**WHAT YOU ARE ASKED TO DO:**
Select from the records below every line that has the word "overflow" in it.

**RECORDS TO USE:**
*-*-*

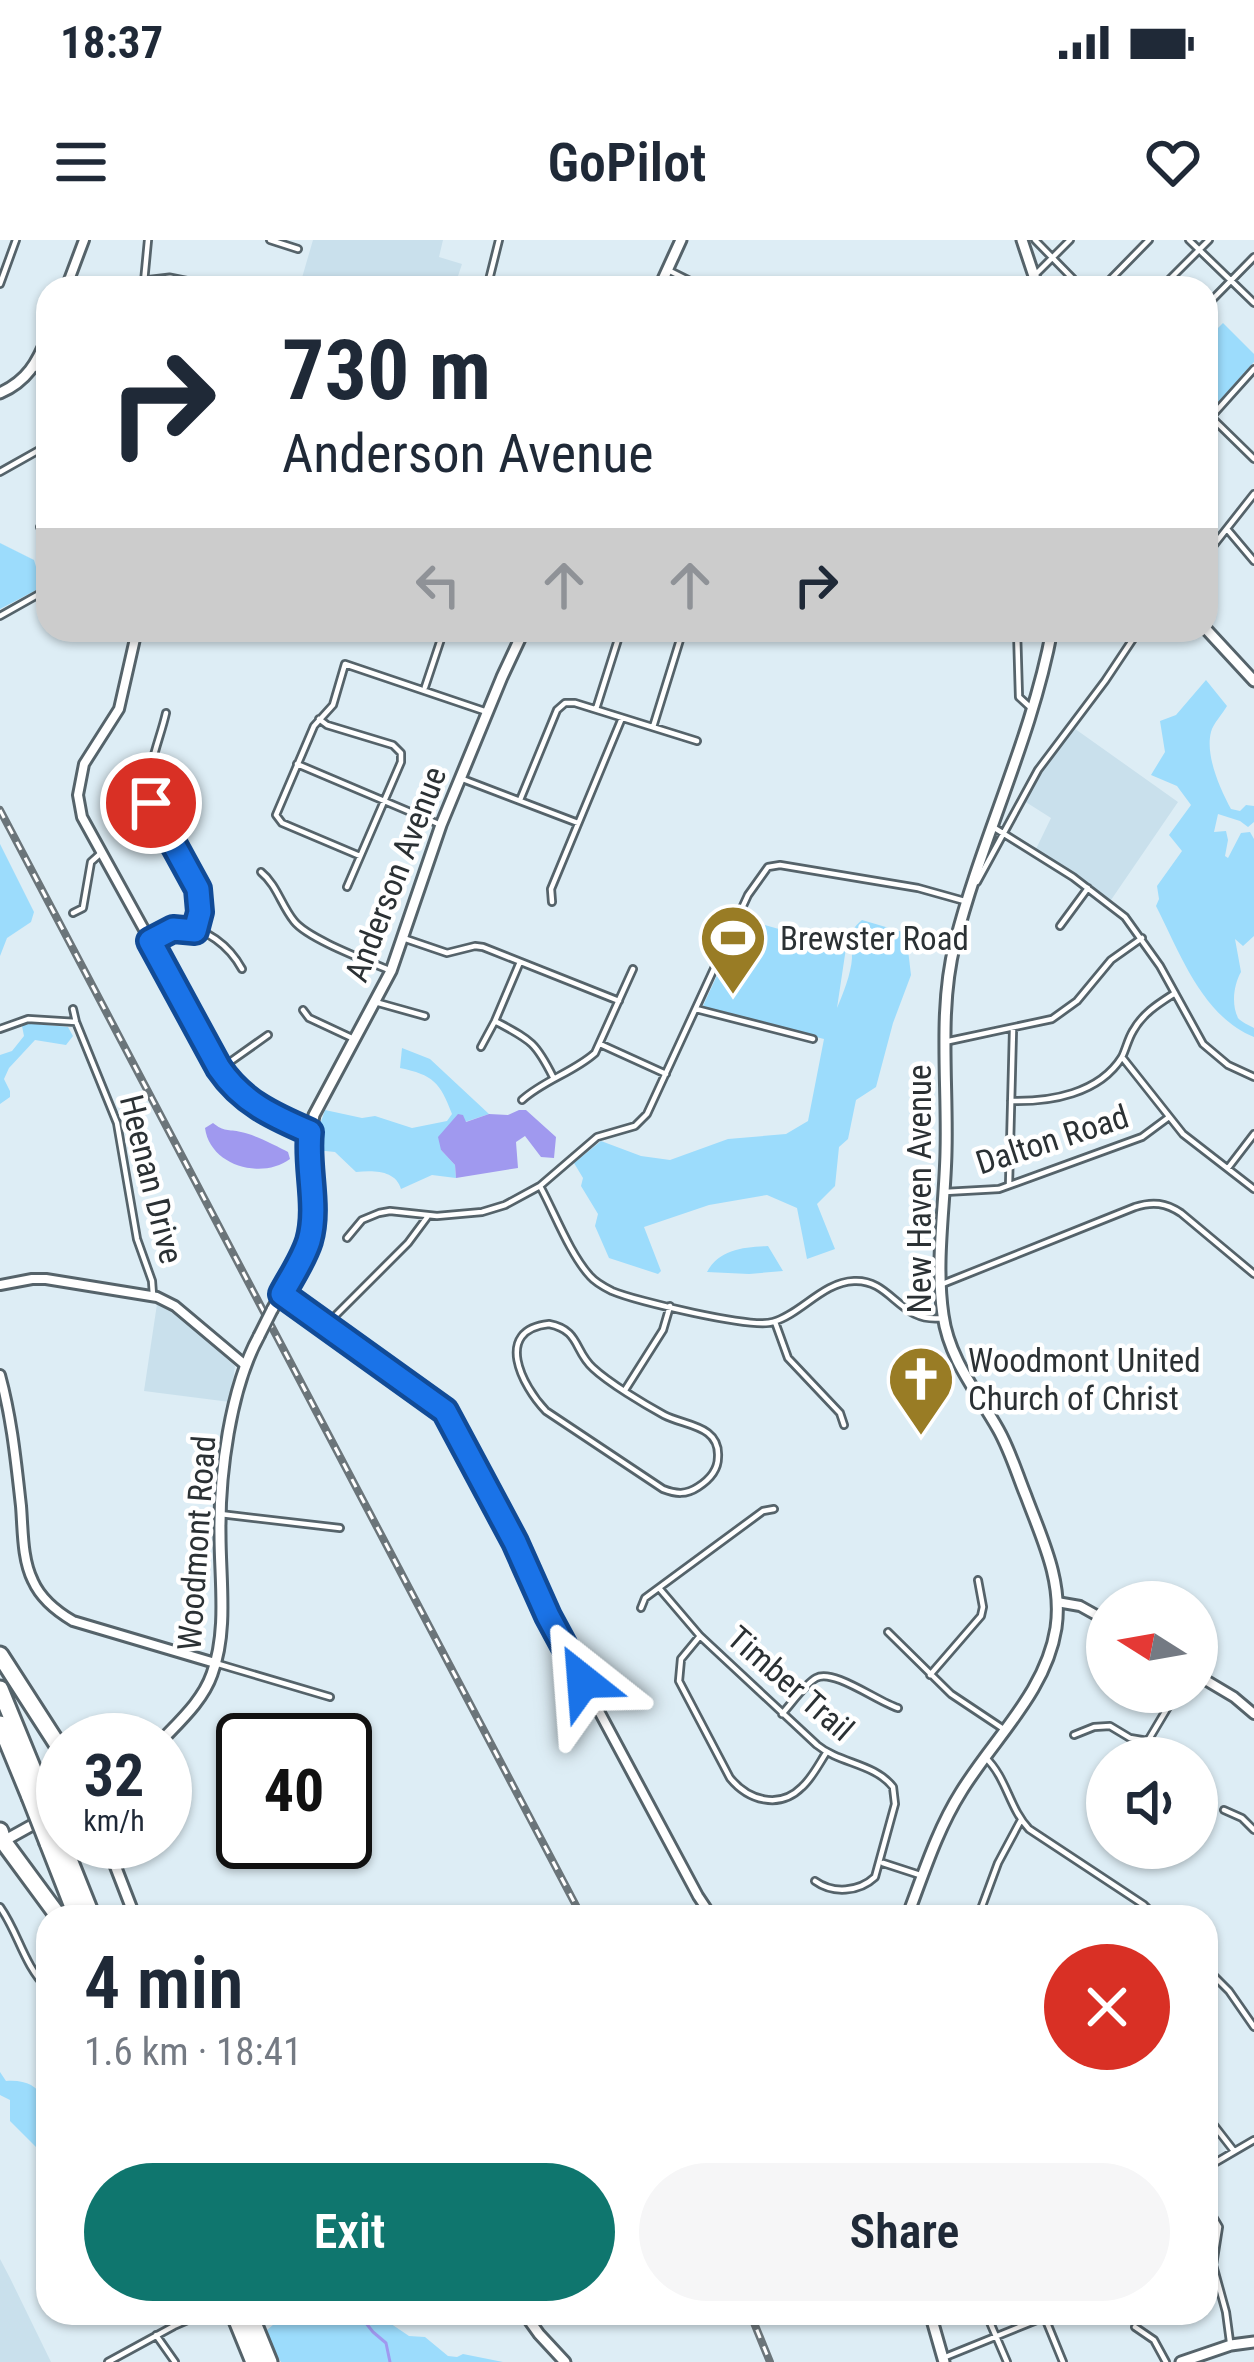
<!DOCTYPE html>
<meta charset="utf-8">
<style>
body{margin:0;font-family:"Roboto Condensed",sans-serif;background:#f6f6f7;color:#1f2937;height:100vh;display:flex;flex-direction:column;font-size:45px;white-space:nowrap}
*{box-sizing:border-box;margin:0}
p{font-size:39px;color:#747a83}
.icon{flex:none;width:66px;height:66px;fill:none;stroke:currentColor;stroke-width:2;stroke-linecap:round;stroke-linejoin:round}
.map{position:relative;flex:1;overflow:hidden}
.side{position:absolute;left:36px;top:1665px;width:1182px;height:420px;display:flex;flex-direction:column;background:#fff;border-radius:36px;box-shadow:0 3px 9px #0004}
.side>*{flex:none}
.top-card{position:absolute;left:36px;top:36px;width:1182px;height:366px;border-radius:36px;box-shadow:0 3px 9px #0004;background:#fff;color:#1f2937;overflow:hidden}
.needle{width:78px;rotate:281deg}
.fabs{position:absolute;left:1086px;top:1341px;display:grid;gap:24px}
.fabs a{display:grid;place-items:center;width:132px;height:132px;border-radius:50%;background:#fff;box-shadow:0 3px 9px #0004;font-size:60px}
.speed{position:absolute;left:36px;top:1473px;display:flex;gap:24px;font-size:60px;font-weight:700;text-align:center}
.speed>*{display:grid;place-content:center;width:156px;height:156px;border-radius:50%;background:#fff;box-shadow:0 3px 9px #0004;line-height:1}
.speed small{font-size:30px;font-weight:400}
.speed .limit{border:6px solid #111;border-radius:18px;background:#fff;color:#111}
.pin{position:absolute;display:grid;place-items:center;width:102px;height:102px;color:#fff;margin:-51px;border:6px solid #fff;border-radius:50%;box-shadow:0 3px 12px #0007}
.me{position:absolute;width:132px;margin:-66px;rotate:332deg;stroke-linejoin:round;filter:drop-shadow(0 0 9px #0008)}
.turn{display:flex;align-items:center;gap:42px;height:252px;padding:0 48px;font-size:54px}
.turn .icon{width:156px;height:156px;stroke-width:2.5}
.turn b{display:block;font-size:84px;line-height:102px}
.lanes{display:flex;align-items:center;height:114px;padding:0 48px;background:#0003;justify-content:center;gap:60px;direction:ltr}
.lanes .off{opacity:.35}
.round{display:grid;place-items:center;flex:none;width:126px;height:126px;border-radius:63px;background:#f6f6f7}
.overview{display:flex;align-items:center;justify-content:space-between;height:204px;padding:0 48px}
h1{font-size:72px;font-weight:600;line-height:90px}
.action{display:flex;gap:24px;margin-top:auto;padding:24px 48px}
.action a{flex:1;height:138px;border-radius:72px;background:#0f766e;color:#fff;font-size:48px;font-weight:600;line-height:138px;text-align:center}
.action a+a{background:#f6f6f7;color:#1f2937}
.status{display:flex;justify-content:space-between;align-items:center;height:84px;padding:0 60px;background:#fff;direction:ltr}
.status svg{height:33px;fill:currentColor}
header{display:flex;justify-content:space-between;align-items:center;height:156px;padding:0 48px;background:#fff;font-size:54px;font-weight:600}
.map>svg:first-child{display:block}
.built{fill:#c9e0ec}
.green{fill:#9cdcfc}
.water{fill:#a099ef}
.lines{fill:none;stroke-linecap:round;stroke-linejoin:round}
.stream{stroke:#a099ef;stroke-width:3}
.minor-casing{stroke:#55636a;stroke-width:10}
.tertiary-casing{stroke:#55636a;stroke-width:14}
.secondary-casing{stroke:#55636a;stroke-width:15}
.motorway-casing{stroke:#55636a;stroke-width:21}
.minor{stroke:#fff;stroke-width:4.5}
.tertiary{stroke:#fff;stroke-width:8}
.secondary{stroke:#fff;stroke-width:9}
.motorway{stroke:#fff;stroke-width:15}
.rail-casing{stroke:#6b757a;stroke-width:8}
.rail{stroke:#fff;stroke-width:3;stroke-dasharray:9;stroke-linecap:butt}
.secondary-bridge-casing{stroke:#55636a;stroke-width:15;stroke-linecap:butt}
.motorway-bridge-casing{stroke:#55636a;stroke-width:21;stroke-linecap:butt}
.secondary-bridge{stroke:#fff;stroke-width:9}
.motorway-bridge{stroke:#fff;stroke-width:15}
.route-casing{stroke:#114b97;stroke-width:30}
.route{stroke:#1a73e8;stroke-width:21}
.labels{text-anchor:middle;stroke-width:9;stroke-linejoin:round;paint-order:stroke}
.street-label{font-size:33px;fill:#2b3134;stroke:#fff}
.poi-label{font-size:33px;fill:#2b3134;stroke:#fff;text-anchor:start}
</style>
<div class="status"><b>18:37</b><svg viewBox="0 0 49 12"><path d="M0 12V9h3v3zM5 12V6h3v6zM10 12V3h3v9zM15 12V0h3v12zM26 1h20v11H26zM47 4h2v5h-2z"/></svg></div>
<header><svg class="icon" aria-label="menu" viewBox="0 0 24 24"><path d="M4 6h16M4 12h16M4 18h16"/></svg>GoPilot<svg class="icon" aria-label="heart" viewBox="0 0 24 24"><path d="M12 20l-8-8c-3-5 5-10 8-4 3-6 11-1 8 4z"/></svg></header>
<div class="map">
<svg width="1254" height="2122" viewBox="0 0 1254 2122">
<rect width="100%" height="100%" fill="#ddedf5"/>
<path class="built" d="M313 0H443L439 17 462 24 454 48H299Z
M1071 486 1178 562 1111 660 1036 609 1051 578 1021 559 1040 527Z
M157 1064 178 1075 235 1126 230 1162 144 1151Z
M0 2019 10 2038 51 2122H0Z"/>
<path class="green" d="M1223 83 1254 114V122L1211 170 1206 165V120L1211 114 1206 109V100Z
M0 303 34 320 42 347 0 369Z
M1206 440 1227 466C1223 473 1213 484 1211 492 1205 515 1220 549 1231 569L1240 571 1246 565 1254 566V582L1248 587 1240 581 1218 574 1214 592 1226 591 1228 600 1225 616 1228 618 1241 593 1250 592 1254 599V696L1243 706 1235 699 1241 732C1234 744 1231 764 1238 778 1240 781 1250 786 1254 788V797C1202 776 1180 713 1156 666L1159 659 1157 646 1182 611 1169 595 1191 565 1177 546 1151 535 1165 512 1160 481 1176 475Z
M0 604 34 672 31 682 7 698 0 716Z
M743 679 846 708 837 768C843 754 851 734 852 718 852 700 846 693 862 680L906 693 911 735 893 783 876 847 856 860 848 899 839 907 835 946 817 964 835 1009 807 1019 797 968 767 955 709 965 644 987 661 1031 658 1034 609 1018 595 986 598 974 581 946 583 938 574 923 601 901 641 916 670 920 728 899 786 894 808 881 824 799 702 768Z
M27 783 68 787 73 796 66 805 35 800 9 828 4 839 10 851V857L0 864V815L12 811 24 796 22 786Z
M402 808 430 819 489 874 465 882 441 910 455 925 456 938 432 935 401 949C396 930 373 930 356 932L335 912 316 910 317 893 325 870 362 878 375 876 412 888 447 881 452 874C440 842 433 835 400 828Z
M768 1006 783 1031 749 1034 707 1032C719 1009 744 1007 768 1006Z
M0 1832 6 1841C58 1837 48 1889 48 1925L40 1911 10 1881V1860L0 1855Z
M275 2073H375L409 2096 425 2097 448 2116 457 2117 463 2114 503 2122H281L274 2111 267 2090 274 2084Z"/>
<path class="water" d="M519 870H526L556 897 554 918 541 917 525 896 516 902 518 928 456 938 455 925 441 910 438 897 458 874 463 875 466 882 489 874 508 875Z
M213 883C224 892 228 889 241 892 253 894 277 906 288 912L290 919C262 940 210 926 205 888Z"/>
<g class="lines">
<path class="stream" d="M358 2073 373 2092 386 2103 390 2122"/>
<g class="minor-casing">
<path id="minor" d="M270 0 298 9
M1035 0 1082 48
M1189 0 1254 63
M668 30 704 48
M1036 34 1070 0
M144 42 148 0
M0 44 16 0
M487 48 499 0
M1102 48 1149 0
M1161 48 1209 0
M1206 66 1254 17
M34 127 48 136
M1206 172 1254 219
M1211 177 1254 129
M0 232 48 205
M40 287 48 278
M1227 289 1254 321
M1206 315 1254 254
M0 376 48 349
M1017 390 1019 457 1031 468
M425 447 444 390
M596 469 621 390
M166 473C159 504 144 531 151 563L198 649 199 672 195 691
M319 479 327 485 393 505 401 513V522L347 647
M653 487 683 390
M297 524 441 585
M460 538 578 583
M520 560 557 470 565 463H575L697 501
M993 587 1073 637 1125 677 1160 726 1203 804 1228 825 1254 837
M360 616 282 583 276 575 314 486 333 465 345 424 487 472
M261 632C277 645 281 665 294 681 308 699 368 721 391 731
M977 642 1038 530 1105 441 1139 390
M552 662 551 649 622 478
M73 673 83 668 91 622 101 613
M1060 686 1088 648
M403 698 447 713 475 706 483 707 619 761
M150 701C159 696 168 689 178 688 205 685 230 707 242 729
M375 762 425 776
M73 769 76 782 117 883 137 999 152 1041 153 1055
M696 769 813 799
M303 770 309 778 354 799
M495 781C530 800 535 801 553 837
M0 789 28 779 76 782
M949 801 1052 779 1077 761 1111 720 1142 698
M600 804 666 834
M481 807 495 781 520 722
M1122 817 1183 894 1254 949
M220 829 268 795
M522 860C544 840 574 832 595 813L633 729
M1011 861C1050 862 1099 854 1122 817 1126 809 1128 799 1133 791 1143 773 1158 764 1175 753
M1228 928 1254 894
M1009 945 1013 790
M541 948C555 974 570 1014 590 1036 596 1043 604 1047 612 1051 636 1061 752 1089 773 1082 801 1074 823 1042 854 1041 892 1039 899 1084 943 1078
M945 952 999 949 1142 897 1169 877
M347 998 362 980 379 973 390 971 437 976 482 972 505 965 540 946 597 897 635 886 647 874 748 655 768 627 780 625 918 648 968 662
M940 1045 1135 967C1153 961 1166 963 1181 973L1254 1034
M775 1082 788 1118 840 1173 844 1185
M549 1084C580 1090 574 1111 593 1128 609 1143 644 1164 664 1175 685 1186 720 1185 718 1217 718 1231 709 1240 698 1247 686 1255 676 1254 663 1249L546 1171C522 1146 493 1090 549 1084Z
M326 1085 408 1003 428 976
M625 1150 663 1090 670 1066
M220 1274 340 1288
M659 1348 700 1396 817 1505C840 1524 874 1523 893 1547L895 1564 875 1637C859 1652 833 1654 815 1641
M641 1368 645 1358 763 1271 774 1269
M888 1392 951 1454 1005 1490
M700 1396 681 1419 679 1441 730 1538C748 1560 779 1570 802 1547 812 1538 819 1524 826 1513
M215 1423 330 1457
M930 1435 981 1376 983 1367 978 1340
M782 1474C792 1463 804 1445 816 1438 833 1428 878 1462 898 1468
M1074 1495 1094 1487 1110 1486 1130 1498 1148 1501 1175 1518
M1149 1499 1177 1452
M985 1517C1007 1538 1009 1568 1029 1589L1144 1665 1156 1677
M1224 1570 1242 1578 1254 1590
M883 1623 923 1636
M0 1667C19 1694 23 1724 48 1749
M978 1677 998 1623 1021 1580
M1206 1728 1229 1751 1254 1787
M1206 1875 1234 1911
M1206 1928 1254 1900
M1206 1965 1219 1987 1213 2025 1226 2072 1230 2102
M986 2073 1007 2122
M1045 2078 1063 2122
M1135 2087 1154 2100 1166 2122
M156 2095 175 2122
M943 2118 1054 2073
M108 2122 174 2086 204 2073"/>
</g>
<g class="tertiary-casing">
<path id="tertiary" d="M66 48 84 0
M137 390 119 469 84 524 78 555 82 577 227 840 257 867 310 892
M0 1045 32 1039H46L157 1057 175 1066 244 1124
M282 1054 358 1111 435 1161 450 1178 515 1302 548 1376 698 1656 712 1677
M0 1135C12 1179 16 1222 21 1266 23 1290 22 1319 33 1341 41 1359 56 1371 73 1381L215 1423
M1057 1362 1080 1366 1107 1381
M1197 1435 1234 1457 1254 1474"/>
</g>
<g class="secondary-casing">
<path id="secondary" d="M1022 0 1038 48
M102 48 170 40 210 48
M659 48 681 0
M0 153C27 141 37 123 48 96
M1206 389 1254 441
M272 1070 306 1009 310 996 313 974 308 907 314 875 391 731 441 585 502 437 524 390
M162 1500C181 1480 203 1460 212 1434 228 1391 220 1340 220 1295 219 1235 230 1149 259 1096
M106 1602 135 1677
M0 1603 63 1568
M907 1677C923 1635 937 1590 961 1552 994 1498 1046 1452 1056 1388 1063 1341 1042 1299 1026 1256 1017 1234 1010 1210 998 1189 977 1152 949 1119 943 1075 935 1022 945 965 946 912 948 843 938 770 955 703 982 597 1032 498 1052 390
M524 2073 539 2094 565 2122
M930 2073 944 2122
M1181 2122 1231 2105 1254 2102"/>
</g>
<g class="motorway-casing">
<path id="motorway" d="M0 1415 63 1513
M0 1449 41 1549
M0 1484 30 1557
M0 1591 3 1601 59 1677
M60 1597 92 1677
M48 1603 77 1677
M234 2073 254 2122
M249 2073 269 2122"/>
</g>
<use href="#minor" class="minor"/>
<use href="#tertiary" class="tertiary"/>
<use href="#secondary" class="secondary"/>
<use href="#motorway" class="motorway"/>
<g class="rail-casing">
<path id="rail" d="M0 570 582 1677
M750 2073 770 2122"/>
</g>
<use href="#rail" class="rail"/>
<g class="secondary-bridge-casing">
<path id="secondary-bridge" d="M259 1096 272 1070"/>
</g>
<g class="motorway-bridge-casing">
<path id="motorway-bridge" d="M41 1549 60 1597
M30 1557 48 1603"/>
</g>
<use href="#secondary-bridge" class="secondary-bridge"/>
<use href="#motorway-bridge" class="motorway-bridge"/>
</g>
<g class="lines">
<g class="route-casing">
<path id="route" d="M151 563 198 649 200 672 195 691 173 689 150 701 219 828C242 862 273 876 310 892 306 928 319 966 309 1001 303 1020 291 1037 282 1054L445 1171 515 1302 548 1376 583 1441"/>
</g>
<use href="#route" class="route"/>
</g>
<defs>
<g id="stadium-pin" transform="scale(3.45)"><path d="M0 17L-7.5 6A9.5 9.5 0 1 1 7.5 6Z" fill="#997c25" stroke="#fff"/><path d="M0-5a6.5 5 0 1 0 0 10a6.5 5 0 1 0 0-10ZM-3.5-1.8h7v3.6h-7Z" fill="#fff"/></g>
<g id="church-pin" transform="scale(3.45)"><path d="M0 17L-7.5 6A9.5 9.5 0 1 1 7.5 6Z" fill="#997c25" stroke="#fff"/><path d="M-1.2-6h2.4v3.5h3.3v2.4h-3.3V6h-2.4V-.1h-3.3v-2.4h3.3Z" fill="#fff"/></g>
</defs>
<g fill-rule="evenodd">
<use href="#stadium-pin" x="733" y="698"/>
<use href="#church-pin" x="921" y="1139"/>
</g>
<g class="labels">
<g class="street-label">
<text transform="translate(395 634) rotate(-69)" y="12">Anderson Avenue</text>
<text transform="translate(1052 899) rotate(-18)" y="12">Dalton Road</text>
<text transform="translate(152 939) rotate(76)" y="12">Heenan Drive</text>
<text transform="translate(919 949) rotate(-90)" y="12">New Haven Avenue</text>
<text transform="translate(196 1303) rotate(-86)" y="12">Woodmont Road</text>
<text transform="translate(791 1443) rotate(41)" y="12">Timber Trail</text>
</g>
<g class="poi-label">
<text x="780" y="710">Brewster Road</text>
<text x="968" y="1132">Woodmont United<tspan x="968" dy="38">Church of Christ</tspan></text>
</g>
</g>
</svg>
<div class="fabs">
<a><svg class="needle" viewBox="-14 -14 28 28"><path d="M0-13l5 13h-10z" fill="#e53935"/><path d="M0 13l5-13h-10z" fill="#747a83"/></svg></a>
<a><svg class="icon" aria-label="sound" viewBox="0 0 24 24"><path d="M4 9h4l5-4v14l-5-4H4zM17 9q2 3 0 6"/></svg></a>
</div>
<div class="speed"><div>32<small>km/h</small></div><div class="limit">40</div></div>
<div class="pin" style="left:151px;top:563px;background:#d93025"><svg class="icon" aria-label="arrive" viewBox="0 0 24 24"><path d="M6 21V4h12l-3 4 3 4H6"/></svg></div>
<svg class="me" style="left:583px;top:1441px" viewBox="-20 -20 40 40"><path d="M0-17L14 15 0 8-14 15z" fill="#1a73e8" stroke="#fff" stroke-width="4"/></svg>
<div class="top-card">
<div class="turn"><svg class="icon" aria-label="right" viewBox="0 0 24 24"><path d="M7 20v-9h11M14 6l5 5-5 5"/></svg><div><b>730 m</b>Anderson Avenue</div></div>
<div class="lanes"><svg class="icon off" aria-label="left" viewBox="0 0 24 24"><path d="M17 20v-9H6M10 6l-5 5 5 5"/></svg><svg class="icon off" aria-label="ahead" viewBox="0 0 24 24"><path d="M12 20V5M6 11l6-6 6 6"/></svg><svg class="icon off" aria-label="ahead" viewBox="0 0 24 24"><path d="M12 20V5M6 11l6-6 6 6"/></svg><svg class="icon" aria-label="right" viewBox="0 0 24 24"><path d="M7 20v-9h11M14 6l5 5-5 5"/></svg></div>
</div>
<section class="side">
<div class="overview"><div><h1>4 min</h1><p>1.6 km · 18:41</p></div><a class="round" style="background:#d93025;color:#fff"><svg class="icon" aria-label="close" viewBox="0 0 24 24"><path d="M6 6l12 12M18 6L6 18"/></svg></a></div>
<div class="action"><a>Exit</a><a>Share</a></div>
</section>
</div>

*-*-*

**EXERCISE RESULT:**
.map{position:relative;flex:1;overflow:hidden}
.top-card{position:absolute;left:36px;top:36px;width:1182px;height:366px;border-radius:36px;box-shadow:0 3px 9px #0004;background:#fff;color:#1f2937;overflow:hidden}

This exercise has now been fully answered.